5. There are even veggies at breakfast.

Traditional American breakfasts are often full of sugar, simple carbohydrates, and fatty meat and dairy. The idea of having salad for breakfast seems odd to many of us, but at Google cafes, employees find themselves choosing salad as their first meal of the day. The key? Make it available, and make it delicious, no matter what time of day.
6. Meat isn't eliminated, but it is subtly discouraged.

An example is the Indian buffet described in one cafe, which featured a table of hot dishes, most of which were vegetarian, with one meat dish at the end. The vegetable curries looked and smelled just as inviting if not more so than the lamb korma at the end, so many employees happily filled up on dishes like tofu vindaloo and roasted cauliflower with cashews (both of which sound incredible, btw.)
7. They started a plant-forward cooking course.

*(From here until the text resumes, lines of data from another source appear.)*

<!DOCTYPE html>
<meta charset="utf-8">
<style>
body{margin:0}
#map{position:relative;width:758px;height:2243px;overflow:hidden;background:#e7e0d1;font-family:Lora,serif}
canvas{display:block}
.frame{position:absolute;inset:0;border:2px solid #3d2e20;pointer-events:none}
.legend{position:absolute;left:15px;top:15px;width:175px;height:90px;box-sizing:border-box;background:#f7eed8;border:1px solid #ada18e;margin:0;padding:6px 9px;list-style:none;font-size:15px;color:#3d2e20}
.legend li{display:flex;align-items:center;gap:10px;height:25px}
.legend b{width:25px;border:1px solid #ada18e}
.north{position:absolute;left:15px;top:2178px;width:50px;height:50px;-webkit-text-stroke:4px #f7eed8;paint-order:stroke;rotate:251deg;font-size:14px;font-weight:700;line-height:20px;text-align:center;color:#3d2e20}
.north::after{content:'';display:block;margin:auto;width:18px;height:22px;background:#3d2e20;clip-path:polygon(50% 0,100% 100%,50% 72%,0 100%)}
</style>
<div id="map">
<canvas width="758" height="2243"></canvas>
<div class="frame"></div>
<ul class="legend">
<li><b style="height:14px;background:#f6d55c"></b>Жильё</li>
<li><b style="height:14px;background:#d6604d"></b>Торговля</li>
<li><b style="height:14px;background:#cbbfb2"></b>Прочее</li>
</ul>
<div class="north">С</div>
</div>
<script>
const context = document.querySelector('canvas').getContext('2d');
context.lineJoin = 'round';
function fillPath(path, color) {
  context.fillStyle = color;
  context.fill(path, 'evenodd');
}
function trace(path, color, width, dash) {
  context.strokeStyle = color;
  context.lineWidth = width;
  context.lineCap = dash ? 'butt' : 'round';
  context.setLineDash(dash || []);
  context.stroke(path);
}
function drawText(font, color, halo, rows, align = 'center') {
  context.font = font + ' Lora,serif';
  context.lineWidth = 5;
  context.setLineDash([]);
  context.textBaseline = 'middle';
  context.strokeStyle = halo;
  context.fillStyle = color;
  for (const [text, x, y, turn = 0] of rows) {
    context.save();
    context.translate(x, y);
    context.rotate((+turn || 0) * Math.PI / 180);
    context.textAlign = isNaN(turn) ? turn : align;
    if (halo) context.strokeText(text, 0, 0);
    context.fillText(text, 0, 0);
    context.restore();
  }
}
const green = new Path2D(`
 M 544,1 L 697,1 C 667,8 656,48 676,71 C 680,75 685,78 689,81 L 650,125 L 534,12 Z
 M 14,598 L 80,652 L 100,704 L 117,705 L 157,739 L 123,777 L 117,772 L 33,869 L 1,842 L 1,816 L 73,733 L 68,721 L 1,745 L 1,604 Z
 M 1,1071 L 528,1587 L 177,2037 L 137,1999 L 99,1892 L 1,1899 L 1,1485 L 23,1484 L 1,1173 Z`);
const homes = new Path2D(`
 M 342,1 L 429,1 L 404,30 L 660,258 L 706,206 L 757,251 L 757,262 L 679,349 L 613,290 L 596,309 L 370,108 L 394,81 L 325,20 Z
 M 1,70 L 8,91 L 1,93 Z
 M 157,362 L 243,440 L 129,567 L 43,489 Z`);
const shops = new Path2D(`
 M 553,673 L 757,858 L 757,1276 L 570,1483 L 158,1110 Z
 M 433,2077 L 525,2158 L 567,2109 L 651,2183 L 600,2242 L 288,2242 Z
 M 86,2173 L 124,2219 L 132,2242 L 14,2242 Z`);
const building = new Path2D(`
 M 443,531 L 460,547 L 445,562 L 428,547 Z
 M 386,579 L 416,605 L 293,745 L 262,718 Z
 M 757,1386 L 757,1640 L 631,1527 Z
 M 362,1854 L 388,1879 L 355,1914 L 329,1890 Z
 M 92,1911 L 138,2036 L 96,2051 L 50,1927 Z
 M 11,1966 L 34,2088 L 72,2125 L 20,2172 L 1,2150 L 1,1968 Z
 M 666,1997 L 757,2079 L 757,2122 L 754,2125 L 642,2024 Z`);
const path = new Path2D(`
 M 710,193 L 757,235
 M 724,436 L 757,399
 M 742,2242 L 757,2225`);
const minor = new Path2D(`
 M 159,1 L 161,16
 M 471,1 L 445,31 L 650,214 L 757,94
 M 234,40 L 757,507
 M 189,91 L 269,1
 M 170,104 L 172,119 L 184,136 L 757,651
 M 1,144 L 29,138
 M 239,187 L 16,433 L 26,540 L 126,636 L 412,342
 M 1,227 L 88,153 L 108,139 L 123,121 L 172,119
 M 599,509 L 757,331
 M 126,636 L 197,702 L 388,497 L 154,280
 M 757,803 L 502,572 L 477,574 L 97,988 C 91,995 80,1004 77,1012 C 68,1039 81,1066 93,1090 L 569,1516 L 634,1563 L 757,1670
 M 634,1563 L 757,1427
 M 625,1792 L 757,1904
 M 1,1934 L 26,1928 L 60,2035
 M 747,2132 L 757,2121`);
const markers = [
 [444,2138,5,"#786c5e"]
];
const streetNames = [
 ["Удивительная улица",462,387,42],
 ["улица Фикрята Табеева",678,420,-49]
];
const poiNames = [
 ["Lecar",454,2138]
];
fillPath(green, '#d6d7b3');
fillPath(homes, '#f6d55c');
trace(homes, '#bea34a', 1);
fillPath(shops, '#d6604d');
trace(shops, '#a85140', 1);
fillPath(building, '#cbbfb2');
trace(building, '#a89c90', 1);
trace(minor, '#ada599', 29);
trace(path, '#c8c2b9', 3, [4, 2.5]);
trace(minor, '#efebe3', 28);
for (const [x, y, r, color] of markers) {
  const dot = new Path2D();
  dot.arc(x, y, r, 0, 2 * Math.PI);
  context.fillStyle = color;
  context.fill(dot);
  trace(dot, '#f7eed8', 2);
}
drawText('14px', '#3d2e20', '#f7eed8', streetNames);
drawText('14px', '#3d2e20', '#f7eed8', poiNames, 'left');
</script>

Bakker has also endeavored to change how Google's chefs think about cooking by retraining them to be more plant-forward chefs. Because traditional culinary training focuses on meat, Bakker worked with the Culinary Institute of America provost Mark Erickson on a 75-hour online that teaches chefs to prepare plant-forward dishes. As chefs learn to draw the most flavor possible out of vegetables, fruits, and legumes, they're finding it a lot easier to create exciting dishes that people crave as much as or more than meat dishes.
8. Variety is endless.

Aside from making sure healthy food is abundant, well-portioned, and delicious, Google's food program also encourages a ton of choice and variety. While established favorites are regularly available, the team rotates in new dishes from a wide array of cuisines so there's always something new and tempting to try.
The primary takeaway from Google's food program is that the key to better eating lies not in education but subtle encouragement. People generally already know what's healthy and what isn't. But when you make the healthy options abundant and flavorful and give them prime real estate, it's a lot easier for them to make the right choices.